_ACTIVITY:_ Write down each entry precisely as given.

START INPUT RECORDS

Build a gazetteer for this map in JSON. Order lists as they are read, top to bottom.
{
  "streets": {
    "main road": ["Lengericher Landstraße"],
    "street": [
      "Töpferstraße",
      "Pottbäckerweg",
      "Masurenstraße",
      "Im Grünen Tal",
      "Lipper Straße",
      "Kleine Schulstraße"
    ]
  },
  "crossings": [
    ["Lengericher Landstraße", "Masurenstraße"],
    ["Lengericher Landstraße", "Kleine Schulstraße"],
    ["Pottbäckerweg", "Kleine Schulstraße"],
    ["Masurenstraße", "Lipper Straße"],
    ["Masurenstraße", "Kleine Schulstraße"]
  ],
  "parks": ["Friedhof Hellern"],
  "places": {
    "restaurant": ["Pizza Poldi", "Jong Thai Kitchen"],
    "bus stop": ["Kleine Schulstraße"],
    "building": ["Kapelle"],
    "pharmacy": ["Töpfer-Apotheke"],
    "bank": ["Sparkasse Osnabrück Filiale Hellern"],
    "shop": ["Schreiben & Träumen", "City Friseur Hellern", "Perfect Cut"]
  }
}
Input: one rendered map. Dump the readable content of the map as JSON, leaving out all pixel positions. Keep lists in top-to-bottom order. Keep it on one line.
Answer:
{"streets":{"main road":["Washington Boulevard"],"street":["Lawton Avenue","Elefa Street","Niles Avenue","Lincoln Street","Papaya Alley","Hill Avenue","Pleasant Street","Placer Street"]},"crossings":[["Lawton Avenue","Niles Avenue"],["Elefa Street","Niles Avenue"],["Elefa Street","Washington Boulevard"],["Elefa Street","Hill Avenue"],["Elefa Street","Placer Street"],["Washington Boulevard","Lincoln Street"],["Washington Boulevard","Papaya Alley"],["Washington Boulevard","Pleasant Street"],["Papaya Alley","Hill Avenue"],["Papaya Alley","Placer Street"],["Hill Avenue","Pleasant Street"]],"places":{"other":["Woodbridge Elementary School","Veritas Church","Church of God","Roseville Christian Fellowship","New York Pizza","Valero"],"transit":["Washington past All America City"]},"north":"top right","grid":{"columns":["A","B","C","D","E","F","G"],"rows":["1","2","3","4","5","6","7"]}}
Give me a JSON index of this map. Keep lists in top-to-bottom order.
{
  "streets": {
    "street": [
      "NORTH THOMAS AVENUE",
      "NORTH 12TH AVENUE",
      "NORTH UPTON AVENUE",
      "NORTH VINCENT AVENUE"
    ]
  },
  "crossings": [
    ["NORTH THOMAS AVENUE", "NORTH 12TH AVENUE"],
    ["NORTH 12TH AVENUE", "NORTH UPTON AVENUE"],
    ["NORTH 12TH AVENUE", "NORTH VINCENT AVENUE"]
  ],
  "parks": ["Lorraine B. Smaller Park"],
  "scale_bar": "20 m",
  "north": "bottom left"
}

END INPUT RECORDS

_SOLUTION:_
Build a gazetteer for this map in JSON. Order lists as they are read, top to bottom.
{
  "streets": {
    "main road": ["Lengericher Landstraße"],
    "street": [
      "Töpferstraße",
      "Pottbäckerweg",
      "Masurenstraße",
      "Im Grünen Tal",
      "Lipper Straße",
      "Kleine Schulstraße"
    ]
  },
  "crossings": [
    ["Lengericher Landstraße", "Masurenstraße"],
    ["Lengericher Landstraße", "Kleine Schulstraße"],
    ["Pottbäckerweg", "Kleine Schulstraße"],
    ["Masurenstraße", "Lipper Straße"],
    ["Masurenstraße", "Kleine Schulstraße"]
  ],
  "parks": ["Friedhof Hellern"],
  "places": {
    "restaurant": ["Pizza Poldi", "Jong Thai Kitchen"],
    "bus stop": ["Kleine Schulstraße"],
    "building": ["Kapelle"],
    "pharmacy": ["Töpfer-Apotheke"],
    "bank": ["Sparkasse Osnabrück Filiale Hellern"],
    "shop": ["Schreiben & Träumen", "City Friseur Hellern", "Perfect Cut"]
  }
}
Input: one rendered map. Dump the readable content of the map as JSON, leaving out all pixel positions. Keep lists in top-to-bottom order. Keep it on one line.
Answer:
{"streets":{"main road":["Washington Boulevard"],"street":["Lawton Avenue","Elefa Street","Niles Avenue","Lincoln Street","Papaya Alley","Hill Avenue","Pleasant Street","Placer Street"]},"crossings":[["Lawton Avenue","Niles Avenue"],["Elefa Street","Niles Avenue"],["Elefa Street","Washington Boulevard"],["Elefa Street","Hill Avenue"],["Elefa Street","Placer Street"],["Washington Boulevard","Lincoln Street"],["Washington Boulevard","Papaya Alley"],["Washington Boulevard","Pleasant Street"],["Papaya Alley","Hill Avenue"],["Papaya Alley","Placer Street"],["Hill Avenue","Pleasant Street"]],"places":{"other":["Woodbridge Elementary School","Veritas Church","Church of God","Roseville Christian Fellowship","New York Pizza","Valero"],"transit":["Washington past All America City"]},"north":"top right","grid":{"columns":["A","B","C","D","E","F","G"],"rows":["1","2","3","4","5","6","7"]}}
Give me a JSON index of this map. Keep lists in top-to-bottom order.
{
  "streets": {
    "street": [
      "NORTH THOMAS AVENUE",
      "NORTH 12TH AVENUE",
      "NORTH UPTON AVENUE",
      "NORTH VINCENT AVENUE"
    ]
  },
  "crossings": [
    ["NORTH THOMAS AVENUE", "NORTH 12TH AVENUE"],
    ["NORTH 12TH AVENUE", "NORTH UPTON AVENUE"],
    ["NORTH 12TH AVENUE", "NORTH VINCENT AVENUE"]
  ],
  "parks": ["Lorraine B. Smaller Park"],
  "scale_bar": "20 m",
  "north": "bottom left"
}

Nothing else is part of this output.